Introduction to Document Store
A document collection is a NoSQL database that stores data in JSON format (JavaScript Object Notation). Unlike traditional Relational Database Management Systems, document databases do not require a schema or a pre-defined structure with fixed tables and attributes. This is why they are also known as “non-relational” databases.
A document is based on the concept of a “Key-Value” store. Every key has a corresponding value, different documents have unique keys which help with CRUD operations - Create, Read, Update, and Delete. No two documents can have common primary keys. Multiple documents gathered in one structure is known as a “document collection”.
Document Collection:
This section describes in detail the features available in the GDN console and how to work with your document collections:
Navigate to the Document collection through Collections > Document in the sidebar menu.
Click to open the image in a new tab.
You will now be able to see details about all the collections you have in your account. You can use the tools described below to work with your collections.
Click to open the image in a new tab.
- Filter collections:
The search bar can be used to filter collections based on their name in real-time. The results narrow down as you type. - Collection Type:
This filter has 5 options, click to select "All" or a single collection type. When selected they will only display the collections which have the corresponding type. Selecting “Document” will only display Document collections. - Documentation:
A shortcut to Macrometa’s collections documentation which describes all the collection types and data models in detail. More information is available here, collections essentials. - New Collection:
Click to create a new collection to store data on Macrometa GDN. - Collection Name:
A list of collections, filters can be applied to narrow down the search for a specific collection. - Data Model:
Lists type of all the collections. If a “type filter” has been applied then it will only show relevant collections based on that filter. - Stream Enabled:
Shows whether a collection stream is enabled (Yes) or disabled (No). - Distribution:
When a collection is created, it can be locally or globally distributed across Macrometa servers. This section displays the distribution type for your collections - Local or Global.
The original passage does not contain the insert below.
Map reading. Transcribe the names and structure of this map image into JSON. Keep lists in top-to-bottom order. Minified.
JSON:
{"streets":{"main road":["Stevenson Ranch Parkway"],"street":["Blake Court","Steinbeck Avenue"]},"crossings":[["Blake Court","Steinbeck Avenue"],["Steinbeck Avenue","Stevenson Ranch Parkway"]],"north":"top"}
Individual Document Collection
Data
The 'Data' tab is the primary section for viewing individual collection information.
Click to open the image in a new tab.
- Results count: Select how many results per page to display.
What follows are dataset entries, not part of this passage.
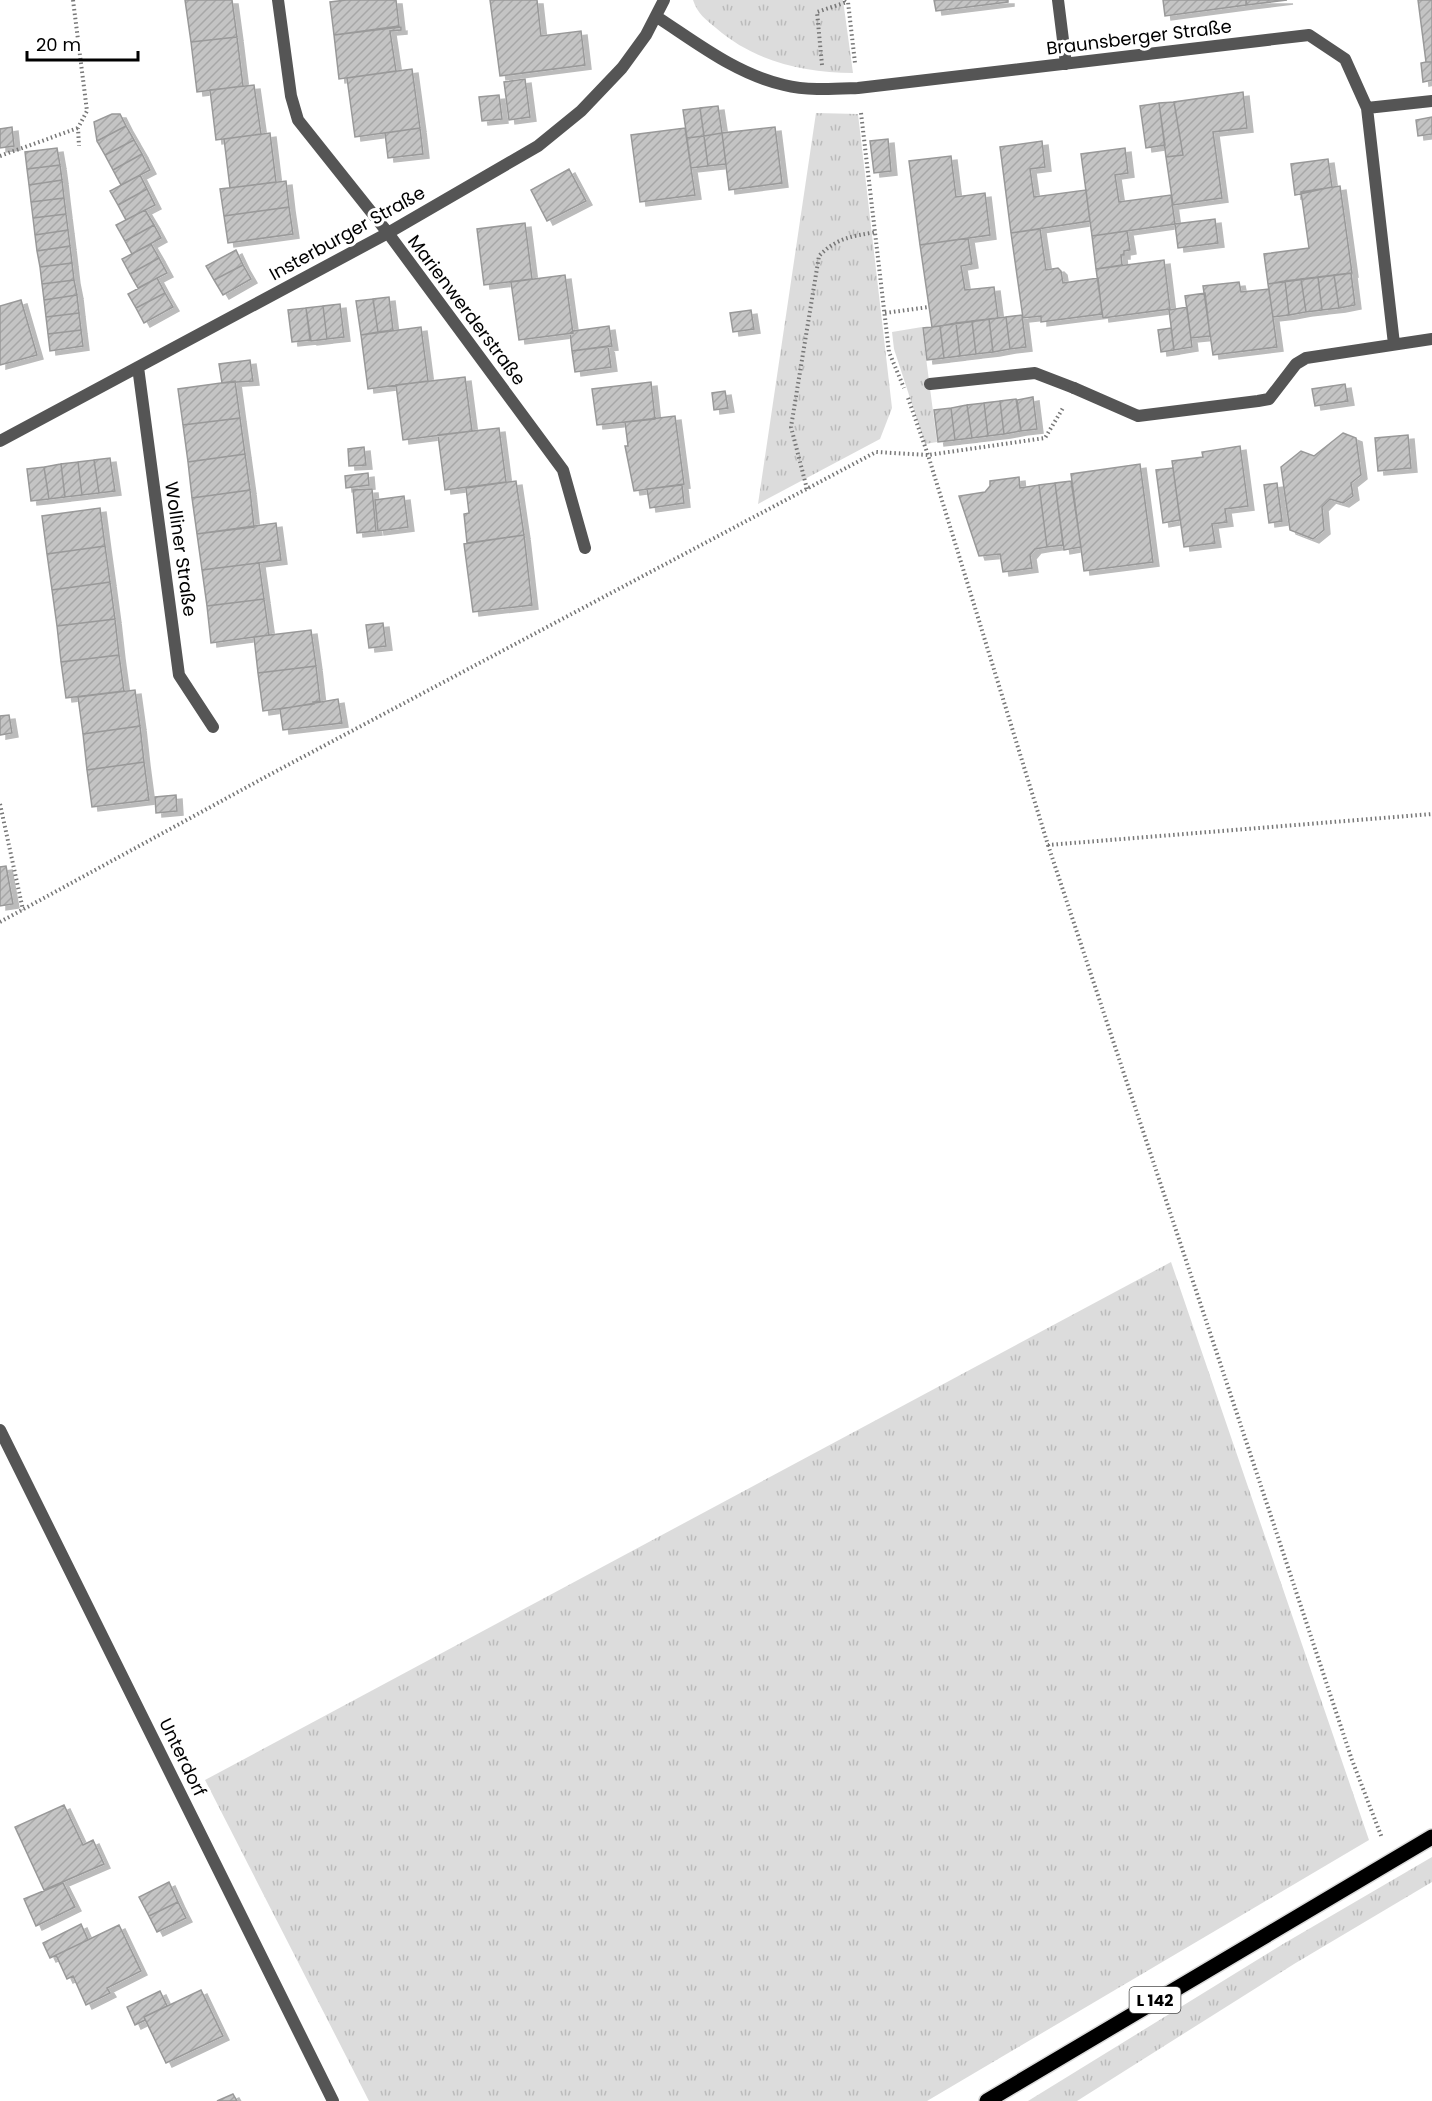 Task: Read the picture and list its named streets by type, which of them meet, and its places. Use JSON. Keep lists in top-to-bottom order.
{
  "streets": {
    "main road": ["L 142"],
    "street": [
      "Braunsberger Straße",
      "Insterburger Straße",
      "Marienwerderstraße",
      "Wolliner Straße",
      "Unterdorf"
    ]
  },
  "crossings": [
    ["Braunsberger Straße", "Insterburger Straße"],
    ["Insterburger Straße", "Marienwerderstraße"],
    ["Insterburger Straße", "Wolliner Straße"]
  ],
  "scale_bar": "20 m"
}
Edit Documents: This allows the transfer of a document from one collection to another.
- Import/Export: Import allows the user to upload documents in a JSON or CSV file. Export allows the user to download the documents in the collection as a JSON or CSV file which can be used for data pre-processing, cleaning, analytics etc.
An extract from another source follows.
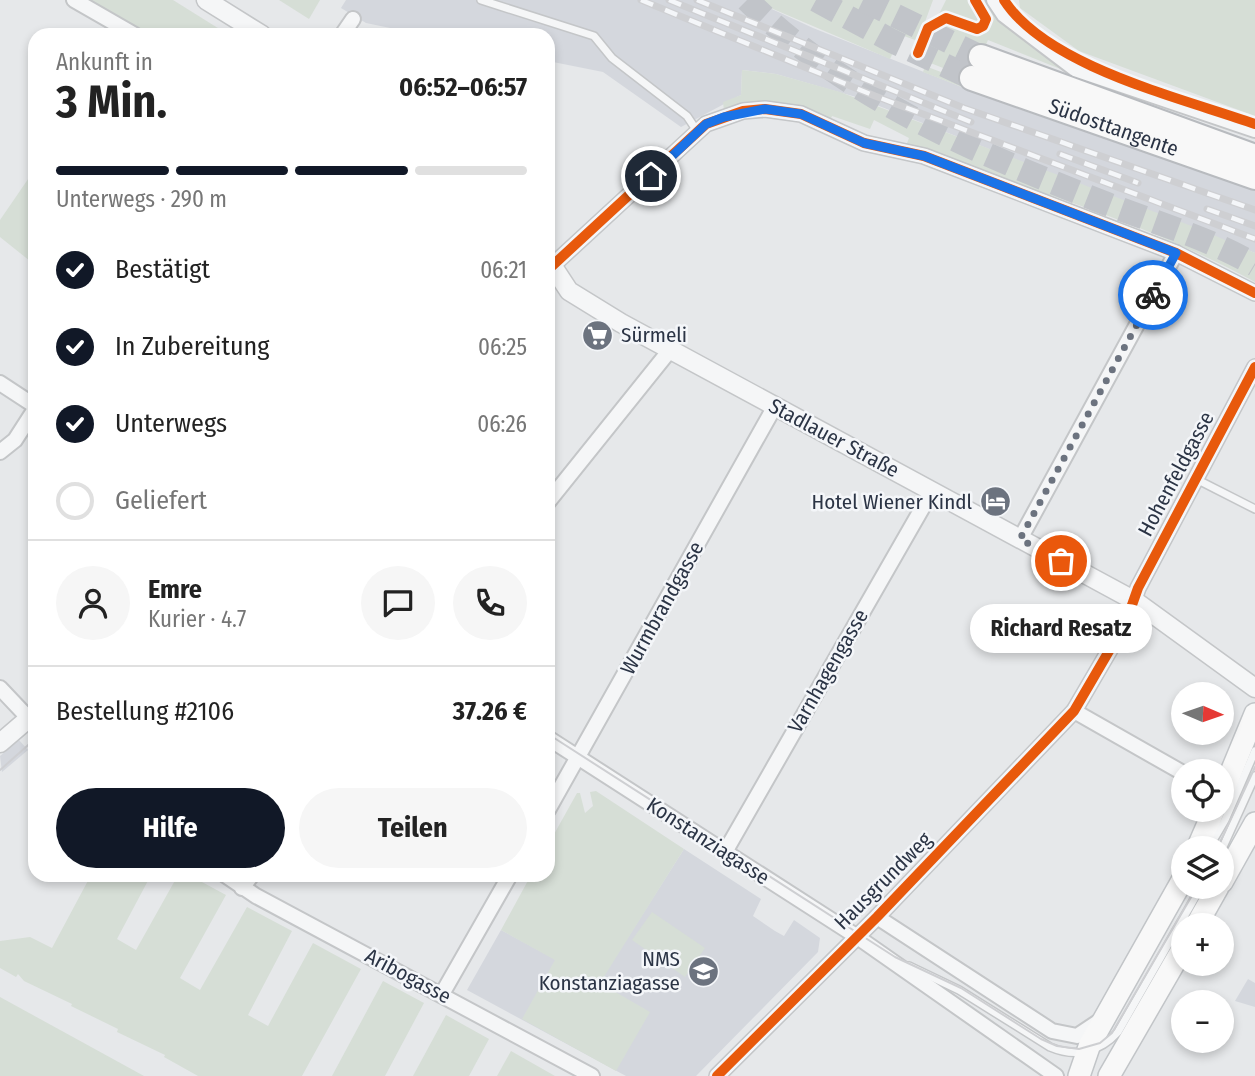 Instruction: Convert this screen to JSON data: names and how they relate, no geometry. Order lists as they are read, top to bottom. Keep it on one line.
{"streets":{"highway":["Südosttangente"],"street":["Stadlauer Straße","Hohenfeldgasse","Wurmbrandgasse","Varnhagengasse","Konstanziagasse","Hausgrundweg","Aribogasse"]},"crossings":[["Stadlauer Straße","Hohenfeldgasse"],["Stadlauer Straße","Wurmbrandgasse"],["Stadlauer Straße","Varnhagengasse"],["Hohenfeldgasse","Hausgrundweg"],["Wurmbrandgasse","Konstanziagasse"],["Varnhagengasse","Konstanziagasse"],["Konstanziagasse","Hausgrundweg"]],"places":{"supermarket":["Sürmeli"],"hotel":["Hotel Wiener Kindl"],"other":["Richard Resatz"],"school or university":["NMS Konstanziagasse"]},"north":"right","page":{"heading":["3 Min.","Ankunft in","06:52–06:57"],"panel":["Emre","Kurier · 4.7","Bestellung #2106","37.26 €"],"bar":"Unterwegs · 290 m","list":[["Bestätigt","06:21"],["In Zubereitung","06:25"],["Unterwegs","06:26"],"Geliefert"],"bubble":"Richard Resatz","map_buttons":["+","−"],"buttons":["Hilfe","Teilen"]}}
- Filter Documents: This feature can be used to perform a lookup within the document collection.
Enter the attribute on which to filter and select logical expressions/operators from the dropdown menu. Then enter the value to filter against. You can add multiple filters and sort by attribute.
Click to open the image in a new tab. - ➕ / Create: Create a new document inside the selected collection and add data in the form of attributes and values.
- ➖ / Delete: Removes the selected document from the collection.
- _key: The primary key value for the document, every document must have a unique key. This key can be set by the user or automatically generated.
- Content: The section which displays the document data in the following format:
{ “//attribute_1//* : *//value_1//*, “//attribute_2//* : *//value_2//*, …}
Indexes
Indexes allow fast access to documents, provided the indexed attribute(s) are used in a query. Learn more about Indexes: https://macrometa.com/docs/documents/indexing/overview/
There are 4 types of Indexes that can be used with Document Collections:
- Geo Index
- Fulltext Index
- Persistent Index
- TTL (Time-to-Live) Index
Click to open the image in a new tab.
The indexes section shows active indexes for the selected collection. Following is the explanation of the elements of a collection index.
- ID: This contains an automatically generated unique number for each Key-Value collection, this is a primary key for the indexes - no two documents can have the same ID.
- Type: Indexes are used to speed up searches. There are various types of indexes, such as Persistent Indexes, TTL indexes, Search indexes, and Geo indexes.
- Unique: If the index is declared unique, then no two documents are allowed to have the same set of attribute values. The true option is the default value for primary keys/indexes while False is specified for all other keys/indexes.
- Sparse: If the index is declared sparse, a document will be excluded from the index and no uniqueness checks will be performed if any index attribute value is not set or has a value of null.
True: If a collection index has been declared sparse.
False: If a collection index has not been declared sparse. - Deduplicate: Controls whether inserting duplicate index values from the same document into a unique array index will lead to a unique constraint error or not.
True: This is the default value. Only a single instance of each non-unique index value will be inserted into the index per document.
False: Each instance of a non-unique index value will be inserted into the index per document. - Extras: Extra Conditions of the index definition. I.E. minimum length for FullText Index.
- Selectivity Est: An estimate indicating the percentage of documents affected by the indexed attribute(s).
- Fields: The attribute or attributes on which the index is created.
- Name: A custom name generated for a non-primary index. The primary index will be created and named during the creation of a collection.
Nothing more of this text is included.